> Exercise aim
The task calls for every line of the data to be retyped exactly.
##### Data listing #####
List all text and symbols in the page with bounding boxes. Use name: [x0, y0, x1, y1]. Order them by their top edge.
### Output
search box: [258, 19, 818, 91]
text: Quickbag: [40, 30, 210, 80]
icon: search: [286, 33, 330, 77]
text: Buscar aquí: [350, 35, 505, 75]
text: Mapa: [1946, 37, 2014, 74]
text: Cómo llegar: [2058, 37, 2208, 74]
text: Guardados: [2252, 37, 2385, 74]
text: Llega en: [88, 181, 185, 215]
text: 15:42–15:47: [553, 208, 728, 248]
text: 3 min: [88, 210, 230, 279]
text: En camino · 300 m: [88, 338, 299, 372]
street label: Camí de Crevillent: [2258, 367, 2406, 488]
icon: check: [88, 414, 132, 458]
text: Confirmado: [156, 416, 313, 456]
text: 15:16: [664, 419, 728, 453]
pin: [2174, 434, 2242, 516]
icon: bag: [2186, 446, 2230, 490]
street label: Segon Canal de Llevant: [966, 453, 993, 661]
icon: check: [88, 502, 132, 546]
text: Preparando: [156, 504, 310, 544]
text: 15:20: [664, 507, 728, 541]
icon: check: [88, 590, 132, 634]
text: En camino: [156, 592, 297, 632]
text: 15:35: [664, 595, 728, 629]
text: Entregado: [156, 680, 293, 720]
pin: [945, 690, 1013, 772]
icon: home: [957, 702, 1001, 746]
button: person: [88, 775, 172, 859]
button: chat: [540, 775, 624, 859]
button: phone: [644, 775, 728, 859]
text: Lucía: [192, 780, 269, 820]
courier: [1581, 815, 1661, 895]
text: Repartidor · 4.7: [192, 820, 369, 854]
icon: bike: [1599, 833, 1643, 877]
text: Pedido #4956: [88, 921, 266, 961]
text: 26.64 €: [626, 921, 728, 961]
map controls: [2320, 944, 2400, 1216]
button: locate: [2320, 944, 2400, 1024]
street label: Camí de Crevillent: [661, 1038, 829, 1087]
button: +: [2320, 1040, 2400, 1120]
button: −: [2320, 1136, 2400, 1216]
#####
> Response to the exercise
List all text and symbols in the page with bounding boxes. Use name: [x0, y0, x1, y1]. Order them by their top edge.
### Output
search box: [258, 19, 818, 91]
text: Quickbag: [40, 30, 210, 80]
icon: search: [286, 33, 330, 77]
text: Buscar aquí: [350, 35, 505, 75]
text: Mapa: [1946, 37, 2014, 74]
text: Cómo llegar: [2058, 37, 2208, 74]
text: Guardados: [2252, 37, 2385, 74]
text: Llega en: [88, 181, 185, 215]
text: 15:42–15:47: [553, 208, 728, 248]
text: 3 min: [88, 210, 230, 279]
text: En camino · 300 m: [88, 338, 299, 372]
street label: Camí de Crevillent: [2258, 367, 2406, 488]
icon: check: [88, 414, 132, 458]
text: Confirmado: [156, 416, 313, 456]
text: 15:16: [664, 419, 728, 453]
pin: [2174, 434, 2242, 516]
icon: bag: [2186, 446, 2230, 490]
street label: Segon Canal de Llevant: [966, 453, 993, 661]
icon: check: [88, 502, 132, 546]
text: Preparando: [156, 504, 310, 544]
text: 15:20: [664, 507, 728, 541]
icon: check: [88, 590, 132, 634]
text: En camino: [156, 592, 297, 632]
text: 15:35: [664, 595, 728, 629]
text: Entregado: [156, 680, 293, 720]
pin: [945, 690, 1013, 772]
icon: home: [957, 702, 1001, 746]
button: person: [88, 775, 172, 859]
button: chat: [540, 775, 624, 859]
button: phone: [644, 775, 728, 859]
text: Lucía: [192, 780, 269, 820]
courier: [1581, 815, 1661, 895]
text: Repartidor · 4.7: [192, 820, 369, 854]
icon: bike: [1599, 833, 1643, 877]
text: Pedido #4956: [88, 921, 266, 961]
text: 26.64 €: [626, 921, 728, 961]
map controls: [2320, 944, 2400, 1216]
button: locate: [2320, 944, 2400, 1024]
street label: Camí de Crevillent: [661, 1038, 829, 1087]
button: +: [2320, 1040, 2400, 1120]
button: −: [2320, 1136, 2400, 1216]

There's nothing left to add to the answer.